Actually, I'm not sure why I'm here. Dulli's caricatured bloat has long since traveled the harsh downward projectile from swarthy to sad, stopping only momentarily at relevant (but not really). Back in college I even made fun of the dirty-haired indie boys who swooned at the nonsense of Afghan Whigs covering TLC's "Creep." When Twilight Singers atmospherically emerged from the wreckage of a flannel nightmare, I snorted a vial of ketamine and allowed the sexual howl of the Dulli to permeate the numbness of my legs. And I've been walking on him ever since, forcing him into awkward (and illegal … in most states) interview situations whenever it seemed to suit my career. At best, Greg Dulli is a hard habit to break.

Anyway, tonight I'm plus-one joined by the Weekly's distribution beefcake, John Prinzo, in large part because my two other invited friends who might enjoy this excursion are apparently bigger fans of that new fad "cancellation" than the howls of an economy-sized tub of mayonnaise.
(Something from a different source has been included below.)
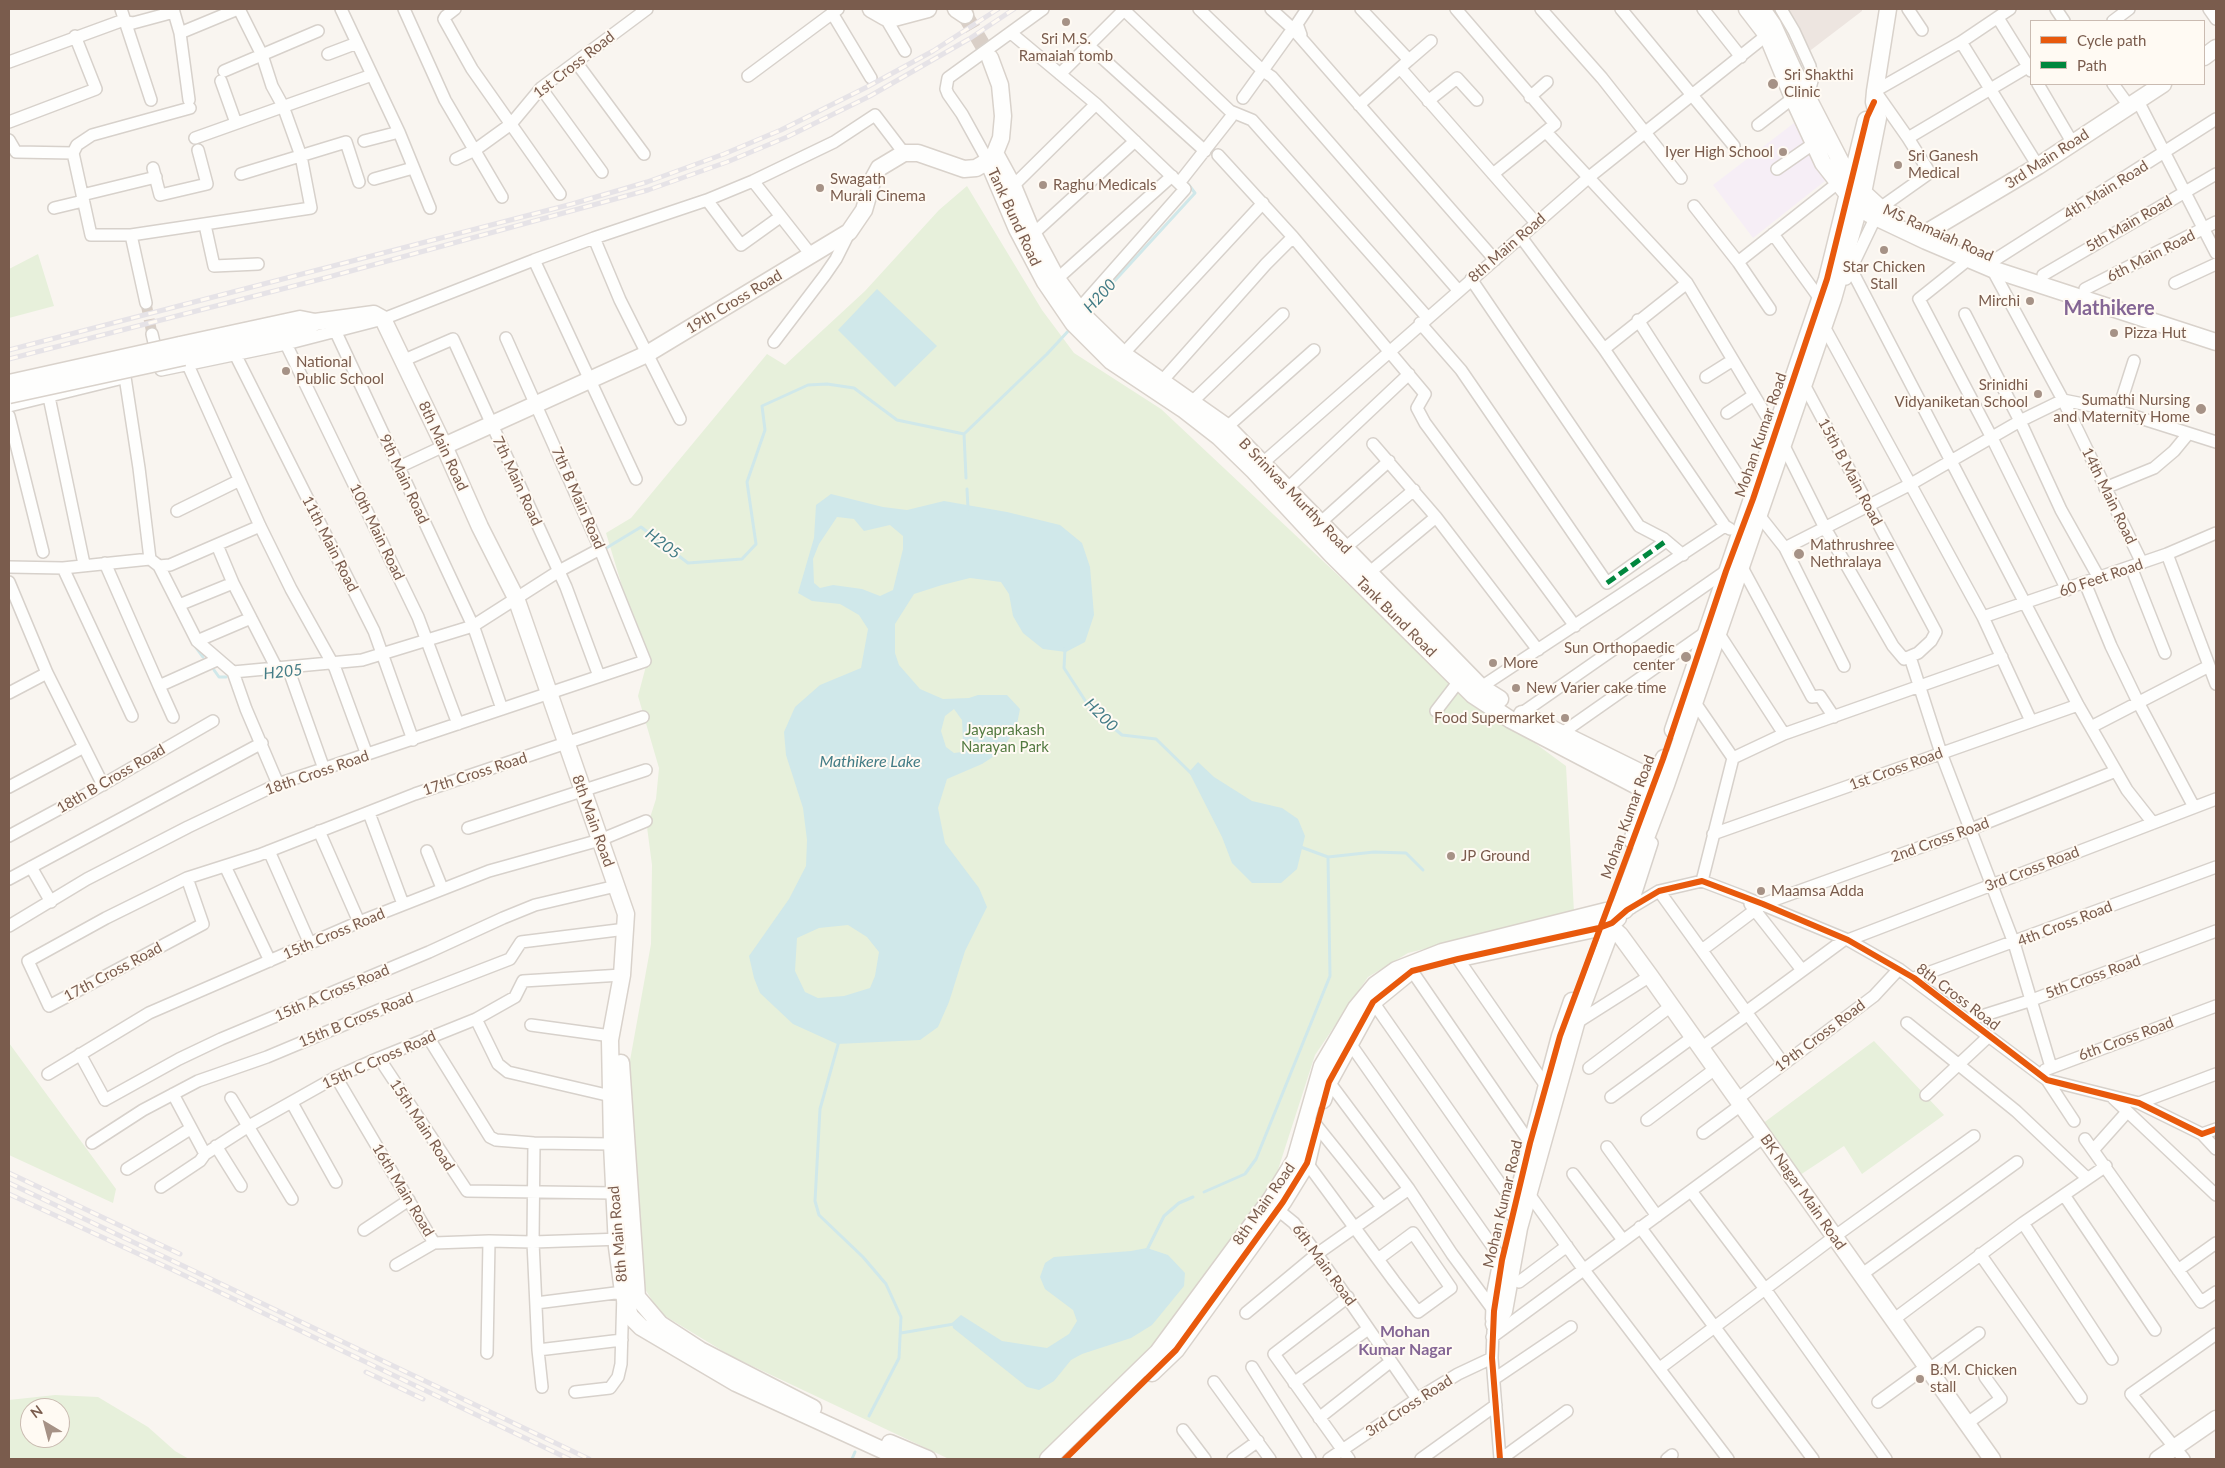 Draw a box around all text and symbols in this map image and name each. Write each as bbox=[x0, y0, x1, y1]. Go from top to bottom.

Prinzo's fun, though. You'd fuck him.

"Have you heard the new Mark Lanegan record?" he Jordan Catalanos.

He's also an irony-free, music-loving straight person. Basically, he's my beard with a beard.

Inside, the aged heterosexuality is virtually impenetrable: Variations on Adam Duritz and Juliana Hatfield move in exaggerated slow motion, disaffected pouts hanging from their droopy faces, while spotty patches of frat boys teeter on their date-rape crossovers. Ah, to dream. On stage, the lead singer of Stars of Track and Field is appearing generally crushworthy (but for his Spandau kerchief) while popping his mouth over the microphone for sound check purposes. Neck drapery makes me uncomfortable.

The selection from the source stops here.